A stir of anticipation, of excitement, overspread her languor. “I want you to do me a favor; I don’t believe you’ll mind! Take dinner to-night with Melwin downstairs. I am tired to-day and I shall go to sleep early. Wear the dress; maybe it will remind him of the way I looked then, when I had the same roses in my cheeks. He called them holly berries. Will you wear it?”
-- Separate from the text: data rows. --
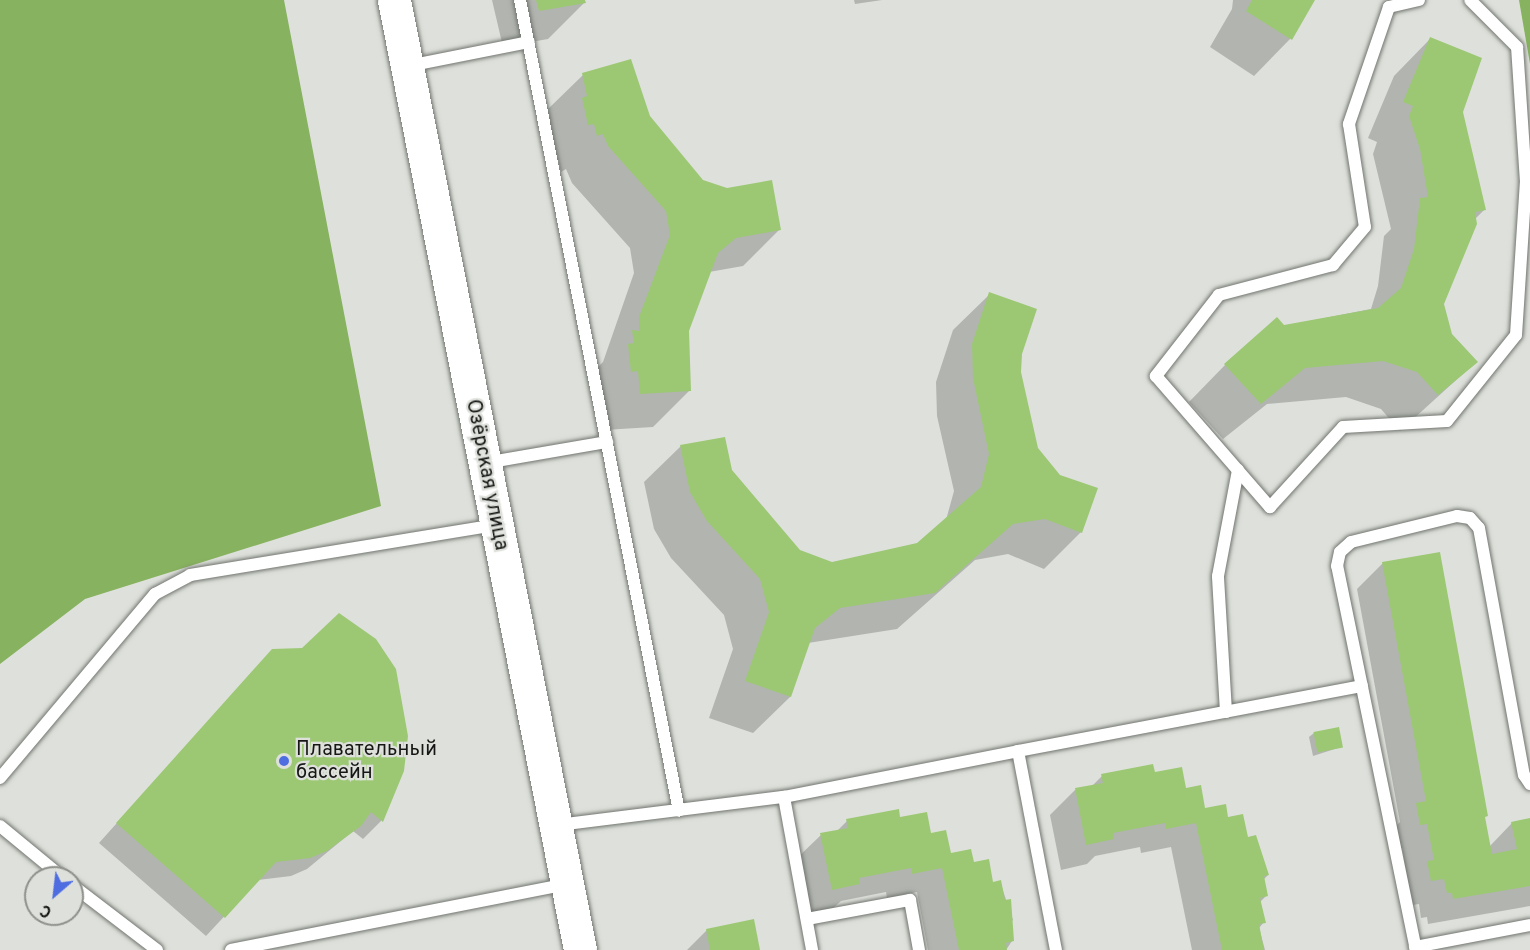 <!DOCTYPE html>
<meta charset="utf-8">
<style>
body{margin:0}
#map{position:relative;width:1530px;height:950px;overflow:hidden;background:#dee1db;font-family:Overpass,sans-serif}
div>[style]{position:absolute}
.forest>*{inset:0;background:#87b25f}
.shadow>*{inset:0;background:#0003}
.building>*{inset:0;background:#9cc874;transform-origin:0 0}
.roads{filter:drop-shadow(0 0 2px #71756f) drop-shadow(0 0 2px #71756f)}
.service>*{height:12px;margin:-6px;padding:0 6px;transform-origin:6px;border-radius:6px;background:#fff}
.secondary>*{height:33px;margin:-16.5px;padding:0 16.5px;transform-origin:16.5px;border-radius:16.5px;background:#fff}
.dots>*{width:16px;height:16px;translate:-50% -50%;box-sizing:border-box;border:3px solid #dee1db;border-radius:50%}
span{translate:-50% -50%;white-space:nowrap;text-align:center;line-height:1.15;-webkit-text-stroke:4.5px #dee1db;paint-order:stroke}
.street-label{font-size:20px;color:#161715}
.poi-label{font-size:20px;color:#161715}
.left{translate:0 -50%;text-align:left}
.north{position:absolute;left:24px;top:866px;width:60px;height:60px;box-sizing:border-box;background:#dee1db;border:2px solid #8e908c;border-radius:50%;rotate:208deg;font-size:16px;font-weight:700;line-height:24px;text-align:center;color:#161715}
.north::after{content:'';display:block;margin:auto;width:21px;height:27px;background:#4d6de1;clip-path:polygon(50% 0,100% 100%,50% 72%,0 100%)}
</style>
<div id="map">
<div class="forest">
<i style="clip-path:polygon(0 0,284px 0,381px 506px,85px 599px,0 664px)"></i>
<i style="clip-path:polygon(1519px 0,1530px 0,1530px 64px)"></i>
</div>
<div class="shadow">
<i style="clip-path:polygon(492px 0,584px 0,584px 3px,548px 39px,503px 47px)"></i>
<i style="clip-path:polygon(854px 0,882px 0,855px 4px)"></i>
<i style="clip-path:polygon(1233px 0,1313px 0,1290px 39px,1254px 76px,1210px 47px,1232px 9px)"></i>
<i style="clip-path:polygon(1430px 39px,1462px 112px,1485px 209px,1475px 219px,1443px 304px,1451px 334px,1476px 362px,1400px 431px,1381px 409px,1346px 397px,1267px 404px,1223px 439px,1189px 402px,1225px 365px,1277px 320px,1284px 326px,1371px 309px,1378px 286px,1384px 236px,1391px 229px,1373px 154px,1377px 142px,1368px 138px,1394px 76px)"></i>
<i style="clip-path:polygon(583px 75px,649px 117px,702px 181px,779px 230px,743px 266px,709px 272px,687px 331px,690px 390px,653px 427px,604px 430px,597px 368px,603px 362px,634px 273px,630px 248px,572px 183px,566px 169px,561px 172px,558px 159px,552px 161px,546px 111px)"></i>
<i style="clip-path:polygon(990px 294px,1021px 354px,1020px 372px,1037px 449px,1081px 532px,1044px 569px,1008px 554px,975px 560px,897px 629px,808px 643px,790px 697px,753px 733px,709px 718px,733px 649px,724px 615px,671px 558px,654px 529px,644px 482px,681px 446px,730px 471px,799px 551px,831px 564px,918px 545px,946px 520px,954px 491px,937px 416px,936px 382px,953px 330px)"></i>
<i style="clip-path:polygon(1383px 563px,1484px 818px,1489px 847px,1512px 823px,1530px 820px,1530px 906px,1428px 924px,1427px 917px,1421px 918px,1419px 904px,1406px 906px,1402px 888px,1408px 882px,1402px 848px,1395px 849px,1392px 830px,1400px 822px,1357px 589px)"></i>
<i style="clip-path:polygon(254px 670px,403px 771px,381px 821px,363px 839px,353px 831px,307px 869px,291px 876px,258px 880px,206px 936px,99px 843px)"></i>
<i style="clip-path:polygon(1314px 733px,1341px 747px,1313px 756px,1309px 737px)"></i>
<i style="clip-path:polygon(1154px 774px,1185px 790px,1204px 810px,1227px 819px,1247px 839px,1268px 875px,1263px 880px,1266px 896px,1260px 902px,1264px 922px,1259px 928px,1265px 950px,1192px 950px,1171px 847px,1141px 853px,1140px 847px,1095px 856px,1087px 864px,1061px 870px,1050px 815px,1075px 790px,1091px 787px,1102px 776px)"></i>
<i style="clip-path:polygon(899px 819px,930px 835px,950px 855px,973px 864px,992px 884px,1000px 882px,1013px 920px,1008px 925px,1012px 941px,1006px 950px,928px 950px,917px 892px,887px 898px,886px 892px,841px 901px,832px 909px,806px 915px,795px 860px,821px 835px,836px 832px,847px 821px)"></i>
<i style="clip-path:polygon(707px 930px,758px 950px,687px 950px)"></i>
</div>
<div class="building">
<i style="clip-path:polygon(536px 0,585px 0,586px 3px,539px 11px)"></i>
<i style="clip-path:polygon(1252px 0,1315px 0,1292px 40px,1246px 11px)"></i>
<i style="clip-path:polygon(1430px 37px,1482px 58px,1463px 112px,1486px 210px,1475px 212px,1477px 224px,1444px 304px,1452px 334px,1478px 362px,1438px 395px,1417px 372px,1383px 361px,1305px 368px,1261px 404px,1224px 364px,1277px 317px,1284px 325px,1378px 308px,1401px 288px,1414px 249px,1420px 198px,1428px 197px,1420px 149px,1409px 116px,1413px 106px,1403px 102px)"></i>
<i style="clip-path:polygon(631px 59px,650px 116px,703px 180px,727px 188px,772px 180px,781px 230px,736px 238px,718px 253px,689px 331px,691px 391px,640px 394px,638px 371px,631px 372px,628px 344px,634px 343px,632px 330px,639px 331px,639px 317px,670px 235px,666px 211px,608px 146px,603px 134px,597px 136px,594px 124px,588px 125px,582px 98px,587px 96px,582px 73px)"></i>
<i style="clip-path:polygon(989px 292px,1037px 309px,1022px 354px,1021px 372px,1038px 448px,1060px 475px,1098px 488px,1082px 533px,1045px 519px,1013px 524px,935px 593px,840px 608px,815px 628px,791px 697px,745px 681px,769px 612px,760px 579px,707px 521px,690px 492px,680px 445px,725px 437px,732px 470px,800px 550px,832px 562px,917px 543px,981px 487px,989px 454px,973px 378px,972px 344px)"></i>
<i style="clip-path:polygon(1440px 552px,1488px 816px,1485px 817px,1492px 854px,1517px 849px,1511px 822px,1530px 818px,1530px 886px,1453px 899px,1452px 893px,1447px 893px,1444px 879px,1431px 881px,1427px 861px,1434px 860px,1427px 824px,1420px 825px,1416px 803px,1426px 801px,1382px 562px)"></i>
<i style="clip-path:polygon(339px 613px,376px 639px,396px 669px,408px 736px,404px 771px,383px 822px,371px 812px,361px 826px,327px 851px,310px 858px,276px 862px,225px 918px,116px 823px,272px 649px,302px 648px)"></i>
<i style="left:1339px;top:727px;width:21px;height:26px;rotate:79deg"></i>
<i style="clip-path:polygon(1153px 764px,1155px 772px,1182px 767px,1186px 788px,1201px 785px,1205px 808px,1226px 804px,1228px 817px,1243px 814px,1248px 837px,1256px 835px,1269px 875px,1264px 876px,1268px 896px,1260px 898px,1266px 923px,1259px 924px,1264px 950px,1222px 950px,1196px 823px,1166px 829px,1165px 823px,1113px 833px,1114px 839px,1086px 845px,1075px 788px,1103px 783px,1101px 774px)"></i>
<i style="clip-path:polygon(899px 809px,900px 817px,927px 812px,931px 833px,946px 830px,951px 853px,971px 849px,974px 862px,989px 859px,993px 882px,1001px 880px,1005px 900px,1011px 899px,1014px 941px,1006px 943px,1007px 950px,959px 950px,942px 868px,912px 874px,911px 868px,859px 878px,860px 884px,832px 890px,820px 833px,848px 828px,846px 819px)"></i>
<i style="clip-path:polygon(754px 919px,760px 950px,710px 950px,706px 929px)"></i>
</div>
<div class="roads">
<div class="service">
<i style="left:520px;top:0;width:826px;rotate:78.91deg"></i>
<i style="left:1419px;top:0;width:31px;rotate:167deg"></i>
<i style="left:1389px;top:7px;width:124px;rotate:108.9deg"></i>
<i style="left:1349px;top:124px;width:104px;rotate:81.2deg"></i>
<i style="left:1365px;top:227px;width:50px;rotate:130.1deg"></i>
<i style="left:1333px;top:265px;width:118px;rotate:165.3deg"></i>
<i style="left:1219px;top:295px;width:103px;rotate:127.9deg"></i>
<i style="left:1156px;top:376px;width:174px;rotate:49deg"></i>
<i style="left:1270px;top:507px;width:108px;rotate:-47.6deg"></i>
<i style="left:1343px;top:427px;width:104px;rotate:-3.3deg"></i>
<i style="left:1447px;top:421px;width:110px;rotate:-51.3deg"></i>
<i style="left:1516px;top:335px;width:153px;rotate:-86.3deg"></i>
<i style="left:1526px;top:182px;width:135px;rotate:-93.8deg"></i>
<i style="left:1517px;top:47px;width:66px;rotate:-135deg"></i>
<i style="left:408px;top:66px;width:123px;rotate:-11.2deg"></i>
<i style="left:485px;top:463px;width:124px;rotate:-9.8deg"></i>
<i style="left:1226px;top:712px;width:136px;rotate:-93.4deg"></i>
<i style="left:1218px;top:576px;width:108px;rotate:-79.3deg"></i>
<i style="left:1018px;top:751px;width:350px;rotate:-10.7deg"></i>
<i style="left:0;top:778px;width:241px;rotate:-49.9deg"></i>
<i style="left:155px;top:594px;width:40px;rotate:-28deg"></i>
<i style="left:190px;top:575px;width:309px;rotate:-9.3deg"></i>
<i style="left:784px;top:797px;width:238px;rotate:-11.1deg"></i>
<i style="left:1018px;top:751px;width:203px;rotate:79.2deg"></i>
<i style="left:558px;top:825px;width:228px;rotate:-7.1deg"></i>
<i style="left:784px;top:797px;width:156px;rotate:79.6deg"></i>
<i style="left:0;top:826px;width:82px;rotate:39.5deg"></i>
<i style="left:72px;top:885px;width:107px;rotate:37.4deg"></i>
<i style="left:807px;top:919px;width:105px;rotate:-10.5deg"></i>
<i style="left:910px;top:900px;width:51px;rotate:79.8deg"></i>
<i style="left:1415px;top:947px;width:117px;rotate:-10.8deg"></i>
<i style="left:231px;top:950px;width:341px;rotate:-11.1deg"></i>
<i style="left:1416px;top:950px;width:392px;rotate:-101.6deg"></i>
<i style="left:1337px;top:566px;width:14px;rotate:-78deg"></i>
<i style="left:1340px;top:552px;width:15px;rotate:-42deg"></i>
<i style="left:1351px;top:542px;width:109px;rotate:-13.8deg"></i>
<i style="left:1457px;top:516px;width:13px;rotate:9deg"></i>
<i style="left:1470px;top:518px;width:13px;rotate:48deg"></i>
<i style="left:1479px;top:528px;width:251px;rotate:79.7deg"></i>
<i style="left:1524px;top:775px;width:11px;rotate:56deg"></i>
</div>
<div class="secondary">
<i style="left:394px;top:0;width:968px;rotate:78.92deg"></i>
</div>
</div>
<div class="dots">
<i style="left:284px;top:761px;background:#4d6de1"></i>
</div>
<div class="street-label">
<span style="left:486px;top:475px;rotate:79deg">Озёрская улица</span>
</div>
<div class="poi-label">
<span class="left" style="left:296px;top:762px">Плавательный<br>бассейн</span>
</div>
<div class="north">С</div>
</div>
Margaret turned away under pretense of examining the yellow lace. “Oh, yes,” she said, “and I have a cameo pin that will just suit to clasp it at the throat.”

“No, no!” Lydia had half raised herself on her elbow. “In my box on the dresser is a string of pearls. Mell gave me them to go with it.”

She took the ornament and, with an exclamation of delight, unfastened the neck of her nightgown and clasped it around her throat. Dropping her chin to see how the lustreless spheres drooped across the pitiful hollows of her neck, she gave them back with a sigh that was sadder than any words and turned her head wearily on the pillow.

Margaret gathered up the garments tenderly, and bent over and left a light kiss on the faded cheek as she went from the room.